Otra vez la eutanasia
LA EUTANASIA es un tema largamente controvertido. Aunque ha entrado en la conciencia de la sociedad y existen organizaciones nacionales e internacionales que, bajo determinadas condiciones, la defienden incluso con la actuación de sus miembros, los legisladores se resisten a darle amparo. Exit es el nombre de una conocida asociación en favor de la eutanasia en situaciones terminales que se fundó en Inglaterra hace 50 años y de la que fue presidente Arthur Koestler, quien se dio muerte junto a su esposa el 3 de marzo de 1983. Exit reivindica que se legalice la eutanasia voluntaria y se suprima el delito de ayudar a otro a suicidarse. Por su parte, en Estados Unidos, en 1938 se fundó Euthanasia Society of America, que llegó a solicitar de las Naciones Unidas que el derecho a morir formara parte de la Declaración Universal de los Derechos del Hombre. Holanda fue, en estos días, el primer país de la Comunidad que consiguió una mayoría parlamentaria a favor de legalizar la eutanasia, si bien el Gobierno, arguyendo que no existía consenso bastante para cuestión tan grave, ha dejado pendiente una nueva discusión para después de las elecciones generales de mayo.Actualmente existe un caso en España, originado en el hospital de Basurto, y que continúa sin solución. Una niña con una encefalopatía irreversible, convertida en un manojo de sufrimientos y malformaciones definitivas, está sostenida por los médicos contra la voluntad de los padres, que reclaman el derecho a dejarla morir.
Cada vez que se plantea un caso en que se habla de la muerte como mal menor, los rasgos biográficos y circunstanciales suelen ser distintos, porque la multiplicidad de las situaciones humanas es incontable. Sin embargo, la respuesta de la sociedad constituida, de la justicia y de la Iglesia católica es siempre la misma: la negativa no sólo a proporcionar la muerte a quien la requiere, sino a dejarla sobrevenir renunciando a los medios de mantenimiento. Los enemigos de la eutanasia se aferran a un sentido de respeto a la vida en cualquier circunstancia y lugar, a la creencia de que la vida no es un derecho exclusivo del individuo y acaso también a la posibilidad de un milagro sobrenatural o científico. En ocasiones se proyecta además, en forma de acusación sobre los familiares del doliente, la sospecha de que actuarían más en su beneficio -en su descanso, en la recuperación de una normalidad- que en del enfermo. Todo ello entra en lo posible, pero cuesta trabajo convertirlo en una posición general. Hay casos en los que la voluntad del enfermo es manifiesta y a veces continuamente clamada, pero no se respeta.

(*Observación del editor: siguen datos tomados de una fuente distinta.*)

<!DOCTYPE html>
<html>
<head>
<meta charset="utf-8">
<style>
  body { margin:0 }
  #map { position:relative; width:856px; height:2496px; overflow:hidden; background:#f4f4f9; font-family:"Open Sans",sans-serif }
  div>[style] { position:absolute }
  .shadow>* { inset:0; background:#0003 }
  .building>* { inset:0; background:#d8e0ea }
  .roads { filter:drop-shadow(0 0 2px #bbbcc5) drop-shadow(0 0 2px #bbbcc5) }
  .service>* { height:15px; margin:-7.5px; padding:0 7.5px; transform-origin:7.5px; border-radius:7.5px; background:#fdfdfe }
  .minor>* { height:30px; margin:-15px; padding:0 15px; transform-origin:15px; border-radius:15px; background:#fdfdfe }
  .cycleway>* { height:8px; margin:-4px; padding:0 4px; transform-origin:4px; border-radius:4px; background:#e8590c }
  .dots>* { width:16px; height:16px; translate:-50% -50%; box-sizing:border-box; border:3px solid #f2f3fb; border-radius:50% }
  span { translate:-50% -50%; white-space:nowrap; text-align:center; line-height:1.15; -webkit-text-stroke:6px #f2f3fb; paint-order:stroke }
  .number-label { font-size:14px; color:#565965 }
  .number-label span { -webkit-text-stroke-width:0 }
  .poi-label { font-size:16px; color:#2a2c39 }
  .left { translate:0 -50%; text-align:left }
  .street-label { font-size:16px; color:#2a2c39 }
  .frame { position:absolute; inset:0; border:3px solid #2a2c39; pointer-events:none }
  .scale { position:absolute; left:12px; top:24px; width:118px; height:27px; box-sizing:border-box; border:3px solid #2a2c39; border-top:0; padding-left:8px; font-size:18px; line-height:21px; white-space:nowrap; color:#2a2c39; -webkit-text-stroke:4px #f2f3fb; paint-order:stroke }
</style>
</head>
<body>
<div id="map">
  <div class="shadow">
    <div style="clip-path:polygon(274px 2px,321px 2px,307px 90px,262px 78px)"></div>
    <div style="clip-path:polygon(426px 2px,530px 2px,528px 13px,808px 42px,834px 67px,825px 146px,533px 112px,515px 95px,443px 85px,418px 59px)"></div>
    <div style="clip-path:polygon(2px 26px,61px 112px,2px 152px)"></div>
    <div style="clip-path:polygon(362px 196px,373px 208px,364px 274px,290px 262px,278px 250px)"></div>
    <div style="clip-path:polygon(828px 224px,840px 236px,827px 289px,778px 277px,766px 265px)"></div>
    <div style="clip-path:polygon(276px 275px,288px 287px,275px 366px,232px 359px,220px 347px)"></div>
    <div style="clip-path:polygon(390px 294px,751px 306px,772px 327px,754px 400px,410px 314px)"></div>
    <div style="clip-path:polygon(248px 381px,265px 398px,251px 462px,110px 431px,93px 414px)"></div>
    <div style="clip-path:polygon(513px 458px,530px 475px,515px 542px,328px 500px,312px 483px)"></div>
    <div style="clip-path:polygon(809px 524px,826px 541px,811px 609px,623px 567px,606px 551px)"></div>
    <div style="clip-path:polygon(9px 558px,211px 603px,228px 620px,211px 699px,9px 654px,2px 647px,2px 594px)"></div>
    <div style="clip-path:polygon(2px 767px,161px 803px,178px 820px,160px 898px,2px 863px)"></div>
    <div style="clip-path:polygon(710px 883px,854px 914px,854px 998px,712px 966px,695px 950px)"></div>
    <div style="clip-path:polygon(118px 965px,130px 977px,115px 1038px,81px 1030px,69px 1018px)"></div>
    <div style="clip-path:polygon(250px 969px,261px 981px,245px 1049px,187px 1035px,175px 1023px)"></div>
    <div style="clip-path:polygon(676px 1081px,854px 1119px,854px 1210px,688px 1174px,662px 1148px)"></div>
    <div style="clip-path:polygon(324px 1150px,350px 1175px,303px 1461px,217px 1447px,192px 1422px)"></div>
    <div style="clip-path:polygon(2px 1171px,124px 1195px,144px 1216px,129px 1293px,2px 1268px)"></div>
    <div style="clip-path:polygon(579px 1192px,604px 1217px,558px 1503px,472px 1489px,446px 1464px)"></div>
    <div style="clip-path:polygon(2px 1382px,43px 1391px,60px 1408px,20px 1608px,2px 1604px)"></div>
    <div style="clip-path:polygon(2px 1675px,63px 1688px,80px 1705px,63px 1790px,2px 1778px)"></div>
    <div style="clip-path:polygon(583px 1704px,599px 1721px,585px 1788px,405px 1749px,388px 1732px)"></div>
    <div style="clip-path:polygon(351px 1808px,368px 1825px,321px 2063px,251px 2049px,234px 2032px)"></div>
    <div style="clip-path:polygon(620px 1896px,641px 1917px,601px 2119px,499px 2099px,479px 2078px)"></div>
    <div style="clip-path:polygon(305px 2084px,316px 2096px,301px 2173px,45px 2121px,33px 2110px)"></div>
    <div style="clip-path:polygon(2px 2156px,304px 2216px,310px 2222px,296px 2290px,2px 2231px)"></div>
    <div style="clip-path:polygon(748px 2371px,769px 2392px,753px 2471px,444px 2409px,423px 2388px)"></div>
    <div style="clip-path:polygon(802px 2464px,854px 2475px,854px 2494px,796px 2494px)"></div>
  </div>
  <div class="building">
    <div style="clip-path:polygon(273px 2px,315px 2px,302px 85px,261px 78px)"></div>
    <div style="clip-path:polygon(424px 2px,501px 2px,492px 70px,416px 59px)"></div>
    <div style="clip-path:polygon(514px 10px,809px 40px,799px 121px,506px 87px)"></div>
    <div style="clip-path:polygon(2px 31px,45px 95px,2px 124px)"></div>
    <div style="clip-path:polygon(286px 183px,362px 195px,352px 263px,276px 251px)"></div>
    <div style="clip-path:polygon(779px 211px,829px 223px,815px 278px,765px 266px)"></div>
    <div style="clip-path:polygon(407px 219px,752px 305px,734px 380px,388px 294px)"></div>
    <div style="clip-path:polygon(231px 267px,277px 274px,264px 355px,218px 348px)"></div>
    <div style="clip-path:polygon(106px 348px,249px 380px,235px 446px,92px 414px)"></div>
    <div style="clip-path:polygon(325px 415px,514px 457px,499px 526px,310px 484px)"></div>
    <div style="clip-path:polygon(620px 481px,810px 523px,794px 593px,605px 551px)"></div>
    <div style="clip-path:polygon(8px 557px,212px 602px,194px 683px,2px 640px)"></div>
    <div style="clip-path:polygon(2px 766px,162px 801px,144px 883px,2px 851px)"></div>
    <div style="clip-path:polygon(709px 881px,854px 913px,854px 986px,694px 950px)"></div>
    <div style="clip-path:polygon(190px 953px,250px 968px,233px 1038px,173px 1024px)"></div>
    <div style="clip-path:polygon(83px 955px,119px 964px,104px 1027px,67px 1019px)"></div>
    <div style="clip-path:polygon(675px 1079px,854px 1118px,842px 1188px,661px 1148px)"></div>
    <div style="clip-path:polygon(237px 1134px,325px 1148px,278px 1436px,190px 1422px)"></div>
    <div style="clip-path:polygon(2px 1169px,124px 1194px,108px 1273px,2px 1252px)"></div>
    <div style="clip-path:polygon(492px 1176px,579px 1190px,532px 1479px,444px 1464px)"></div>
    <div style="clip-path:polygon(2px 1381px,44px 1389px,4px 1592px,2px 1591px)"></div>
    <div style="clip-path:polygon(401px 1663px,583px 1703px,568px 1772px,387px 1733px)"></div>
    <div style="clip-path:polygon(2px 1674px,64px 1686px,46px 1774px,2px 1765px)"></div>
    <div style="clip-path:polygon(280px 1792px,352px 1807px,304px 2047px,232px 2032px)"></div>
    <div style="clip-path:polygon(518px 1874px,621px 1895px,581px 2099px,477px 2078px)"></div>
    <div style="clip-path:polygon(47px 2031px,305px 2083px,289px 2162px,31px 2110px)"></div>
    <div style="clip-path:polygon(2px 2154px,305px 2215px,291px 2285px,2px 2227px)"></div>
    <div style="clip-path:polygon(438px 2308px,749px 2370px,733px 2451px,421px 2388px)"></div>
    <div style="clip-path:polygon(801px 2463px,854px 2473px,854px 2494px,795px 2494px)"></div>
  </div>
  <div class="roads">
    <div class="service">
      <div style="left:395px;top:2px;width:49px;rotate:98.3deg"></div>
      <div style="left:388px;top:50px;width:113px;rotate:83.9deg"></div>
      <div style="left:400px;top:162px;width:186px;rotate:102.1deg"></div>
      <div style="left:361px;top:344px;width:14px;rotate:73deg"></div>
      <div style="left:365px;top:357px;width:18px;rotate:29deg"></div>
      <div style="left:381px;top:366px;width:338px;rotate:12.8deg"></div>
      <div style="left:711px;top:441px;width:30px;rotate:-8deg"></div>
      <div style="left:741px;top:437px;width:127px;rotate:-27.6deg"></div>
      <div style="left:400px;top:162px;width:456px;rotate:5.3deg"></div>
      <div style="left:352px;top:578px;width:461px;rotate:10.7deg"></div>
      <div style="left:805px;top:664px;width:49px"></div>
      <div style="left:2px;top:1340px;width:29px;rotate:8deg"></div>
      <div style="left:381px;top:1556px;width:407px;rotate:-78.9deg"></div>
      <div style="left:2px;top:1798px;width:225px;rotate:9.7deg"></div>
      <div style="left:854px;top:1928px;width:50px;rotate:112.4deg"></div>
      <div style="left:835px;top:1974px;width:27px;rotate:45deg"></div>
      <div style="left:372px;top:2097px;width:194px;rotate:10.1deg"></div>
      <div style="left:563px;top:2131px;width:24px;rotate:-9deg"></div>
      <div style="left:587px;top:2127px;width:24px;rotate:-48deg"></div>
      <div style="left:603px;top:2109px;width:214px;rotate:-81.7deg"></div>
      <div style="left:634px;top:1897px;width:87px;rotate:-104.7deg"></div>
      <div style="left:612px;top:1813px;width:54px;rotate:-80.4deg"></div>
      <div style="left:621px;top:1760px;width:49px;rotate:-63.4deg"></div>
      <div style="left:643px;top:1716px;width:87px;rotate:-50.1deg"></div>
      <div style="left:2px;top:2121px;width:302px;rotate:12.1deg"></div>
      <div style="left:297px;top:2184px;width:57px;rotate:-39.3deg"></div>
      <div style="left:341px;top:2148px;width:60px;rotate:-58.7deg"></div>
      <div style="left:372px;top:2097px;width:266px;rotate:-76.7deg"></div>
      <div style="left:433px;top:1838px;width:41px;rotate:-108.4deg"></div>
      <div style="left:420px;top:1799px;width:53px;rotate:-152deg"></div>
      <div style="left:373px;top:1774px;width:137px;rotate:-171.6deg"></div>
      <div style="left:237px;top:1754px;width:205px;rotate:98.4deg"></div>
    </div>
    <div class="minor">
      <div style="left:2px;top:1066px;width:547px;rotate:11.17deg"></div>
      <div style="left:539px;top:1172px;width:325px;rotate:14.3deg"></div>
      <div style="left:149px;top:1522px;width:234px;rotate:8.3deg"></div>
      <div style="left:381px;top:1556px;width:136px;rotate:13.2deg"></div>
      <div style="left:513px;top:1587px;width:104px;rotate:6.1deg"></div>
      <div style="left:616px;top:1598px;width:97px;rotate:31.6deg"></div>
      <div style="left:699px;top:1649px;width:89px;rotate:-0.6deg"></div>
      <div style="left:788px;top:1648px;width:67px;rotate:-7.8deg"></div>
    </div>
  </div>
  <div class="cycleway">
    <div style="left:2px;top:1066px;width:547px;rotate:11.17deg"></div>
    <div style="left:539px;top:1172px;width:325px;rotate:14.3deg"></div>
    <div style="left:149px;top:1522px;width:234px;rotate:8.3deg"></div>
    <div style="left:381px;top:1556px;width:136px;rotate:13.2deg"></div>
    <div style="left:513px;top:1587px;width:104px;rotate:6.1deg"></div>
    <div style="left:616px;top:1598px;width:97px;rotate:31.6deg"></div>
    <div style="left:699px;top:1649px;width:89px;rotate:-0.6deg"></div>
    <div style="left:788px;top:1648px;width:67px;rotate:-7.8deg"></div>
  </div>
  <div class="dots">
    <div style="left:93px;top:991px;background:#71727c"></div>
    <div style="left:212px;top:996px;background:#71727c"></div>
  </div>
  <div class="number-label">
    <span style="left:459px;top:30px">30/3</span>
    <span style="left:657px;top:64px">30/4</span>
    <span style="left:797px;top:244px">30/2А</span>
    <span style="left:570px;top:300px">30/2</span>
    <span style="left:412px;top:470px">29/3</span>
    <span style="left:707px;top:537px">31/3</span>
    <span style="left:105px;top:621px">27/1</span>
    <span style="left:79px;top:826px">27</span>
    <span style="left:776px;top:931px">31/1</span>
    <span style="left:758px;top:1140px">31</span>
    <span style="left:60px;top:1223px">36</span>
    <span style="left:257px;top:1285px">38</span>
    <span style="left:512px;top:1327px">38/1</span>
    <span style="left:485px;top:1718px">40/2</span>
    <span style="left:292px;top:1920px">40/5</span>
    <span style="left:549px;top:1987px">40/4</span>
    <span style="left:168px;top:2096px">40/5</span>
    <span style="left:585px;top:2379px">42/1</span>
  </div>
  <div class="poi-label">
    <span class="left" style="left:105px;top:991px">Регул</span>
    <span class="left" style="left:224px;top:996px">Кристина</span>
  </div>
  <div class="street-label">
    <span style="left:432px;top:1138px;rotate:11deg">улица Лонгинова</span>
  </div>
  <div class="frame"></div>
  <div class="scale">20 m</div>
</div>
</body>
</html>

Esta incongruencia procede de otra que aparece en nuestra legislación, según la cual el suicidio no es punible, pero sí lo es quien ayuda a cometerlo, en el supuesto de que aquel que quiere terminar su vida no pueda hacerlo por sí mismo. El caso de Basurto agrega la circunstancia de que el enfermo no ya sólo ha perdido la conciencia en algún punto de su enfermedad sino que no la ha tenido nunca. En ese supuesto, y con el dictamen médico contrastado y comprobado exhaustivamente, sería la decisión de los familiares la que tendría que ocupar el lugar de la voluntad del paciente.

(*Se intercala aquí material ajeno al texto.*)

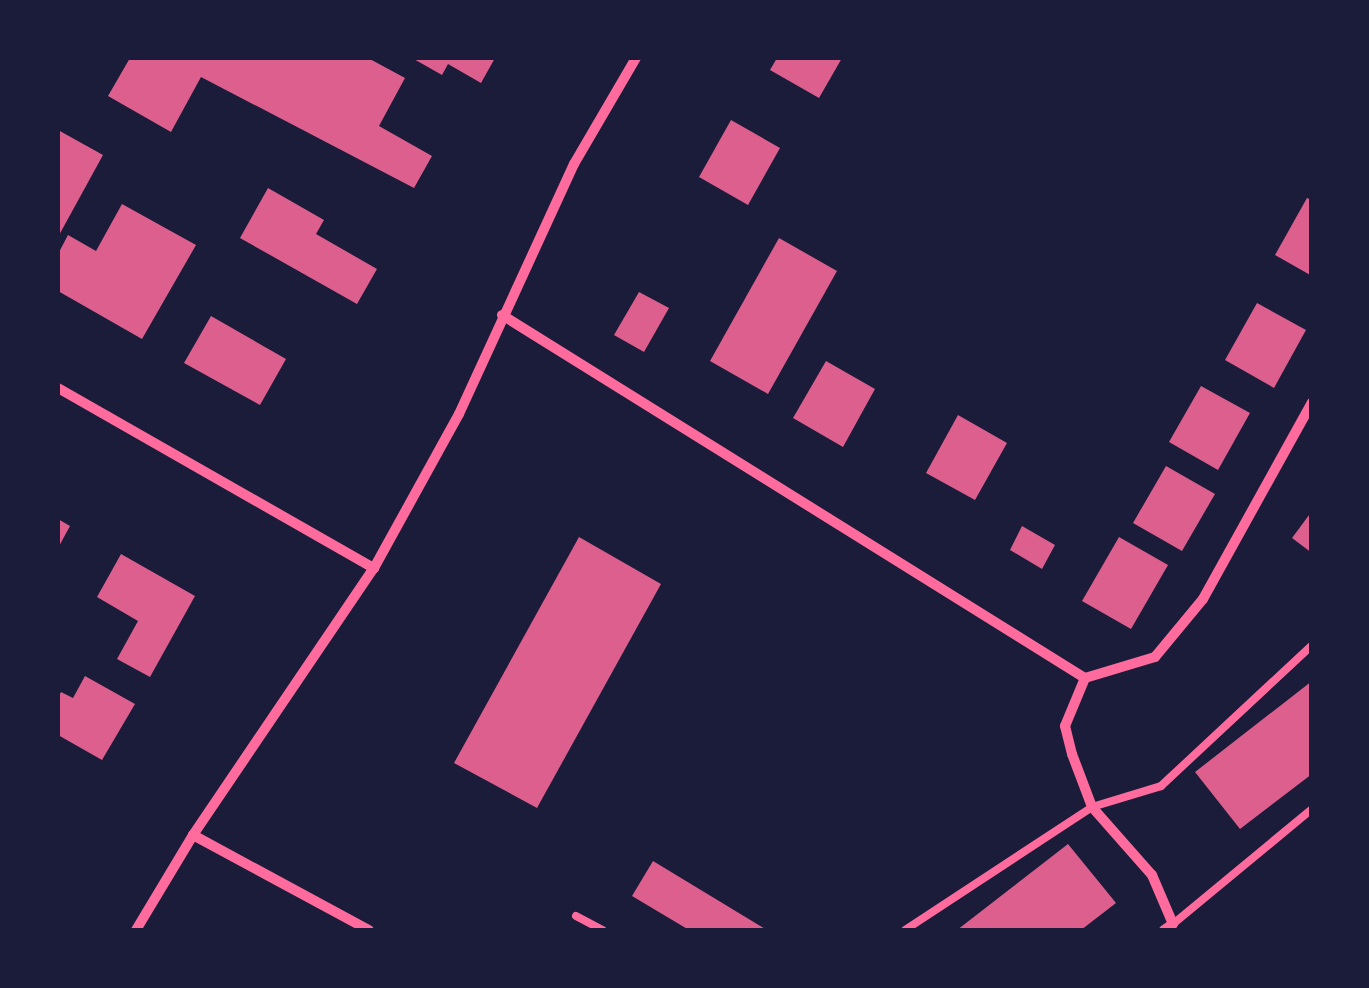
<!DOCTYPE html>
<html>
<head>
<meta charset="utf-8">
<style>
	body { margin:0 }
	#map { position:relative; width:1369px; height:988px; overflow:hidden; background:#1b1b3a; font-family:Montserrat,sans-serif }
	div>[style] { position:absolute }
	.building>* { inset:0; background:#dd5f8e }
	.service>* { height:8px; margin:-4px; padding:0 4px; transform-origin:4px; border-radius:4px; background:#ff6b9d }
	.minor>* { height:10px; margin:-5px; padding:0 5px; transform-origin:5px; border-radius:5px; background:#ff6b9d }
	span { translate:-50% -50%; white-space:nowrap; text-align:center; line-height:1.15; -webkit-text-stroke:10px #1b1b3a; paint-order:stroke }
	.frame { position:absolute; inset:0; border:60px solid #1b1b3a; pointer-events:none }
</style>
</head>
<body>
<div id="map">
	<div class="building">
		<div style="clip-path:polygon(130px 58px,368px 58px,405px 78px,379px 126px,432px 156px,414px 188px,201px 77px,171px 132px,108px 96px)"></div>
		<div style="clip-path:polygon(412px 58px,495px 58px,481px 83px,448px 64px,442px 75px)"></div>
		<div style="clip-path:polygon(777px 58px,842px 58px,819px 98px,770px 70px)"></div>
		<div style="clip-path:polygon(731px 120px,780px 148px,748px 205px,699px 177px)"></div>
		<div style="clip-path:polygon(58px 130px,103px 155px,58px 237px)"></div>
		<div style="clip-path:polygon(268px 188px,324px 220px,316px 234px,377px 269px,357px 304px,240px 238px)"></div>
		<div style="clip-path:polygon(1307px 198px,1312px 200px,1312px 276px,1275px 255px)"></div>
		<div style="clip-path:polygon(122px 204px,196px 245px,142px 339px,58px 291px,58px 254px,68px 235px,96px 251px)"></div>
		<div style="clip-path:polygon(779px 238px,837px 271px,768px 394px,710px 361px)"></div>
		<div style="clip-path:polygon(639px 292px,669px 308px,644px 352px,614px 335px)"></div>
		<div style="clip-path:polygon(1257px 303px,1306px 330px,1274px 388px,1225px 360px)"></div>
		<div style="clip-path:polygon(211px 316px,286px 359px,260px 405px,184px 363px)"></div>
		<div style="clip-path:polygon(826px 361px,875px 389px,843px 447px,793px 418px)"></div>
		<div style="clip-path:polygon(1201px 386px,1250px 413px,1218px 470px,1169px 442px)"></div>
		<div style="clip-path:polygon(958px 415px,1007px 443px,975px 500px,926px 473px)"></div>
		<div style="clip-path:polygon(1166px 466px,1215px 494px,1182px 551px,1133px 523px)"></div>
		<div style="clip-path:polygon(1312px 511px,1312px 553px,1292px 538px)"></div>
		<div style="clip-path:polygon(58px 519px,70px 526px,58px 548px)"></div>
		<div style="clip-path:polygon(1022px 526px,1055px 545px,1042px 569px,1010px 550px)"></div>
		<div style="clip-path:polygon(579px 537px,661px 584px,537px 808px,454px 763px)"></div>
		<div style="clip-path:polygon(1119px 537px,1168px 565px,1131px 629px,1082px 601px)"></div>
		<div style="clip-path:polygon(121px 554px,195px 596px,150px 677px,117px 659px,138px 621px,97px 597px)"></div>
		<div style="clip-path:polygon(85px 676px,135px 704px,102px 760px,58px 735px,58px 698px,61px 692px,73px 698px)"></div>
		<div style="clip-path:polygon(1312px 681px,1312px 774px,1240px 829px,1195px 772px)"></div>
		<div style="clip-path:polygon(1068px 844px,1116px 903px,1081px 930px,957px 930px)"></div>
		<div style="clip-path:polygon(653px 861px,767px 930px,689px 930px,632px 896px)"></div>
	</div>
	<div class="service">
		<div style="left:576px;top:916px;width:30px;rotate:28deg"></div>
		<div style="left:1173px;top:924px;width:180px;rotate:-39.6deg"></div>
		<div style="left:905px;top:930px;width:224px;rotate:-33.3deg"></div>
		<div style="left:1092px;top:807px;width:72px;rotate:-16.9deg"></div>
		<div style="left:1161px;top:786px;width:207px;rotate:-43deg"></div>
	</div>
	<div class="minor">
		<div style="left:502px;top:315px;width:687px;rotate:31.91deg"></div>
		<div style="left:58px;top:388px;width:364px;rotate:29.7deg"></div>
		<div style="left:1085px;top:678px;width:73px;rotate:-16.7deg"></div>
		<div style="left:1155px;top:657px;width:75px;rotate:-50.4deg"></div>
		<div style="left:1203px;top:599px;width:225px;rotate:-61deg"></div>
		<div style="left:1085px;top:678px;width:52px;rotate:112.6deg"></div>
		<div style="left:1065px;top:726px;width:29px;rotate:76deg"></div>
		<div style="left:1072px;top:754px;width:57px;rotate:69.3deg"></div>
		<div style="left:1092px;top:807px;width:91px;rotate:48.6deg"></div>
		<div style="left:1152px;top:875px;width:53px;rotate:66.8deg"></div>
		<div style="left:1173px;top:924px;width:11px;rotate:146deg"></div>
		<div style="left:193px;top:835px;width:200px;rotate:28.4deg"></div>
		<div style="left:136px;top:930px;width:111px;rotate:-59deg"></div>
		<div style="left:193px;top:835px;width:323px;rotate:-55.9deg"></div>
		<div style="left:374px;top:568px;width:176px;rotate:-61.1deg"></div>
		<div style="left:459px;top:414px;width:275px;rotate:-65.3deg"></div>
		<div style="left:574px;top:164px;width:123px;rotate:-59.7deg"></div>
	</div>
	<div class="frame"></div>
</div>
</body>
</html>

Casos tan patéticos como este de Basurto, en que la ciencia médica declara a la situación como irreversible y la muerte espera tras un trayecto de dolor y sufrimiento, tanto del enfermo como de sus allegados, hace sentir que algo de inhumano se preserva bajo los argumentos morales y legales que prohíben radicalmente la eutanasia.
Cierto que una postura permisiva sin más podría encubrir situaciones dudosas o erróneas. Entre uno y otro planteamiento extremo, sin embargo, parece razonable pedir la iniciación de un debate en el que debería considerarse como importantes la voluntad del enfermo desahuciado cuando la pueda expresar y un juicio científico riguroso y suficiente. Además, claro está, de requerir, si se cree necesario, el apoyo de un dictamen judicial independiente. En un mundo donde la desasistencia social, la pobreza y la falta de medios clínicos están llevando a la muerte a muchas personas que podrían sobrevivir con una pequeña dosis de solidaridad, parece una morbosa hipocresía el empeño de mantener en vida a quienes no la pueden soportar. No es cuestión, pues, de decir simplemente sí o no a la eutanasia, sino de dejar abiertos los caminos de una legalidad y una, concepción moral que se perciben humanamente necesarias.